The inverse formula fails at singular matrices, but the adjugate interpretation still makes sense:

  • rank N-1: the adjugate is rank 1 and can be reconstructed from an SVD
  • rank \le N-2: the adjugate vanishes

PyTorch’s linalg_det_backward handles this regime by reconstructing the leave-one-out singular-value products together with the orientation/phase factor coming from U and V^{\mathsf{H}}.

2. slogdet

Forward Definition

(\operatorname{sign}, \operatorname{logabsdet}) = \operatorname{slogdet}(A).

If w = \operatorname{tr}(A^{-1}\dot{A}), then in the complex case

\dot{\operatorname{logabsdet}} = \operatorname{Re}(w), \qquad \dot{\operatorname{sign}} = i \operatorname{Im}(w)\operatorname{sign}.

Reverse Rule

For the differentiable log-magnitude path:

  • real case:

\bar{A} = \overline{\operatorname{logabsdet}} \cdot A^{-\mathsf{T}}

  • complex case:

\bar{A} = g \cdot A^{-\mathsf{H}}, \qquad g = \overline{\operatorname{logabsdet}} - i \operatorname{Im}(\overline{\operatorname{sign}}^* \operatorname{sign}).

slogdet is not differentiable at singular matrices because \operatorname{logabsdet} = -\infty there.

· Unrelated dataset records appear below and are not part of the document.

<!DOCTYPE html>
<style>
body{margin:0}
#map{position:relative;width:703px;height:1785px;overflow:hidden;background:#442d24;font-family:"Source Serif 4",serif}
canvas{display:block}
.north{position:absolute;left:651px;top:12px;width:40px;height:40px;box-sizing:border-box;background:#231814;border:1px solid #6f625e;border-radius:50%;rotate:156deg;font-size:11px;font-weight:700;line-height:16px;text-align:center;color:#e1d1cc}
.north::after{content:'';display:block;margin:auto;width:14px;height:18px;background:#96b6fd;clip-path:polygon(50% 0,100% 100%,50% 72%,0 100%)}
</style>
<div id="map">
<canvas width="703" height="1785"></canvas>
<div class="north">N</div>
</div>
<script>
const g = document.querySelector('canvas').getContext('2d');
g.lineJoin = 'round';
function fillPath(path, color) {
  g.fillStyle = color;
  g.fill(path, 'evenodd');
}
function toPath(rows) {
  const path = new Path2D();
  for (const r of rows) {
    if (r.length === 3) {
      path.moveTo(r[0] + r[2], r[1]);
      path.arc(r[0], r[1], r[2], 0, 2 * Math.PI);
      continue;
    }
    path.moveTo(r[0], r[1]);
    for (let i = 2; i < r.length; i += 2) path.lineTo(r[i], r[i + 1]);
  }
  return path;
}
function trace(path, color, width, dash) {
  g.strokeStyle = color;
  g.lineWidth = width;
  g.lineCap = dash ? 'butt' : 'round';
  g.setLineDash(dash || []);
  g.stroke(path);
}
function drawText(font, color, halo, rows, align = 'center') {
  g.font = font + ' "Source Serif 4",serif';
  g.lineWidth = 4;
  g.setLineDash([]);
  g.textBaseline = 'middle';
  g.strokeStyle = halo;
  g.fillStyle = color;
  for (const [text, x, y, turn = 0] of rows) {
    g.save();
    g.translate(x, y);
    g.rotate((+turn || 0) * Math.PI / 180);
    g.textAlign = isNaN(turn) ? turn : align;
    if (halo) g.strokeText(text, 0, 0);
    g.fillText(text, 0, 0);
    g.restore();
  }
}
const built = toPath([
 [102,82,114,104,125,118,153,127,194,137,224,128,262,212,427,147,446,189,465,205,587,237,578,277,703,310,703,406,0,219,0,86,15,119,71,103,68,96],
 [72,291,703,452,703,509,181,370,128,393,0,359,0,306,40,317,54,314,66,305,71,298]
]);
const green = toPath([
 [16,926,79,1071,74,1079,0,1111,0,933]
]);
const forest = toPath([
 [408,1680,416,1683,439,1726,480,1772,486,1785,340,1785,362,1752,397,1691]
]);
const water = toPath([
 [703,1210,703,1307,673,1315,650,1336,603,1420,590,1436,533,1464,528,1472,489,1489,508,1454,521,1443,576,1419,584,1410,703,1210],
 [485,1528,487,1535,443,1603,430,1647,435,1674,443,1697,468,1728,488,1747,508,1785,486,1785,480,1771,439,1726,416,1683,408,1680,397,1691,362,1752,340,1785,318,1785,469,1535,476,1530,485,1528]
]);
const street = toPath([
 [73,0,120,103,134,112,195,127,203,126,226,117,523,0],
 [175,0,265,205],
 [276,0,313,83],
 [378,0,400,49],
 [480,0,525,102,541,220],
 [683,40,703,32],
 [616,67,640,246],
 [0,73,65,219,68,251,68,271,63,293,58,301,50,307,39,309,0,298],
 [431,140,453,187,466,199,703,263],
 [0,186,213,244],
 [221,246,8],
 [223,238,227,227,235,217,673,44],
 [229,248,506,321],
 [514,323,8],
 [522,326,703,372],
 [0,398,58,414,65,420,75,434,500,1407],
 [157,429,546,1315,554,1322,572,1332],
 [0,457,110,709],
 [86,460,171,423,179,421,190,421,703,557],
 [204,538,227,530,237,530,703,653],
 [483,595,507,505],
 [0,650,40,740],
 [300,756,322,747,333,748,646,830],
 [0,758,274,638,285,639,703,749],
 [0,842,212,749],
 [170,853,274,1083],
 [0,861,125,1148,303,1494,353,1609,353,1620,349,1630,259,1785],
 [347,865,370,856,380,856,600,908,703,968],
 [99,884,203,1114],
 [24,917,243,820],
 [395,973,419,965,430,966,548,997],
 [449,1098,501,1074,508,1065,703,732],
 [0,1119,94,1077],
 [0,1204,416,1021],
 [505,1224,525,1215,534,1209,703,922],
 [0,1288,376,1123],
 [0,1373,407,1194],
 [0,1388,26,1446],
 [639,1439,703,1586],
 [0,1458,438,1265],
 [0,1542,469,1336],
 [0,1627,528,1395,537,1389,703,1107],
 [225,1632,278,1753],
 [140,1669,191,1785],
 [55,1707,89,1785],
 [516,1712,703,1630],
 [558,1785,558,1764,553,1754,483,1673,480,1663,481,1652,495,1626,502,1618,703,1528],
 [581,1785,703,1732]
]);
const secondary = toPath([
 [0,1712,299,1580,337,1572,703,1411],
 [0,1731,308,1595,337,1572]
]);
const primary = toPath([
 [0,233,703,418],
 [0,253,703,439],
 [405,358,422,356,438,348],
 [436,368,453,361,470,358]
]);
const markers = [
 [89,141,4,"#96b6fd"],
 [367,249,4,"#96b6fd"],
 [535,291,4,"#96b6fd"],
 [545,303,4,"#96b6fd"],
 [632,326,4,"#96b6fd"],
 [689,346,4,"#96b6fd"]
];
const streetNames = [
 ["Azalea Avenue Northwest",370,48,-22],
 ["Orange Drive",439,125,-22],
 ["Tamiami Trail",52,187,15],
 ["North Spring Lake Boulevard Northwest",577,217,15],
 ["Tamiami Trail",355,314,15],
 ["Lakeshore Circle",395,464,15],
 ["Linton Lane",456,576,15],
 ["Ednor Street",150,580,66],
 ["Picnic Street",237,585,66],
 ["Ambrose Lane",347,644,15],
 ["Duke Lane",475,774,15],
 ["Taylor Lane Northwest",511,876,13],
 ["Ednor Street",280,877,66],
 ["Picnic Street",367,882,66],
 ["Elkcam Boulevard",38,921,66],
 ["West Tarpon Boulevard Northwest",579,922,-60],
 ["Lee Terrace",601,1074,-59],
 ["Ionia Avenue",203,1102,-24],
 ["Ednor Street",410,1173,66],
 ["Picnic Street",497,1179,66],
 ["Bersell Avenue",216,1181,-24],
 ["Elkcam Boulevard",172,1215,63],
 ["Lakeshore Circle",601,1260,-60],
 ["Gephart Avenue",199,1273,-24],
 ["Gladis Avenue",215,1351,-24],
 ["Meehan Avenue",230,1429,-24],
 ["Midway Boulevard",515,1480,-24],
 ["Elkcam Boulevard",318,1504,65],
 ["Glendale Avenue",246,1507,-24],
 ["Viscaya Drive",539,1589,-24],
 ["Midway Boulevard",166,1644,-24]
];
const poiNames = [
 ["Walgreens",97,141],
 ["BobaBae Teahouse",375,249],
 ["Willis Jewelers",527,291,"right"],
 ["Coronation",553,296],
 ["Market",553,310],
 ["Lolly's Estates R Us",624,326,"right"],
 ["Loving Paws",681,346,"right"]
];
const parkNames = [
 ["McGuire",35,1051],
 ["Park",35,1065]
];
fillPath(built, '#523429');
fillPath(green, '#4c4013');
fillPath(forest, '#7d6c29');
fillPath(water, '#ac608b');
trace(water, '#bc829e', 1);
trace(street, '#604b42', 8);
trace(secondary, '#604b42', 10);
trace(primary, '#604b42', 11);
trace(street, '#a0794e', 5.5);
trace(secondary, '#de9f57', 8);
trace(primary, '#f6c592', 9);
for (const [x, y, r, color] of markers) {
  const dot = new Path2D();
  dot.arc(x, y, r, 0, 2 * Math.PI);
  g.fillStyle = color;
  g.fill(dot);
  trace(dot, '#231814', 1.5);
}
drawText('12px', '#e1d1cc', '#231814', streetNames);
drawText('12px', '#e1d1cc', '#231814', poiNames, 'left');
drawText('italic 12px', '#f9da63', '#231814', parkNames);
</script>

Implementation Correspondence

  • tenferro-rs/docs/AD/det.md keeps both det and slogdet in one note and discusses the singular adjugate path explicitly.
  • PyTorch’s linalg_det_jvp, linalg_det_backward, slogdet_jvp, and slogdet_backward implement the same split and use solves rather than explicit inverses.

Verification

  • compare primal det(A) and slogdet(A) with direct evaluation
  • compare JVP/VJP against finite differences away from singularity

References

  1. C. G. J. Jacobi, “De formatione et proprietatibus determinantium,” 1841.
  2. M. B. Giles, “An extended collection of matrix derivative results for forward and reverse mode AD,” 2008.

DB Families

### det/identity

The DB publishes the determinant value directly.

### slogdet/identity

The DB publishes the differentiable slogdet observable directly.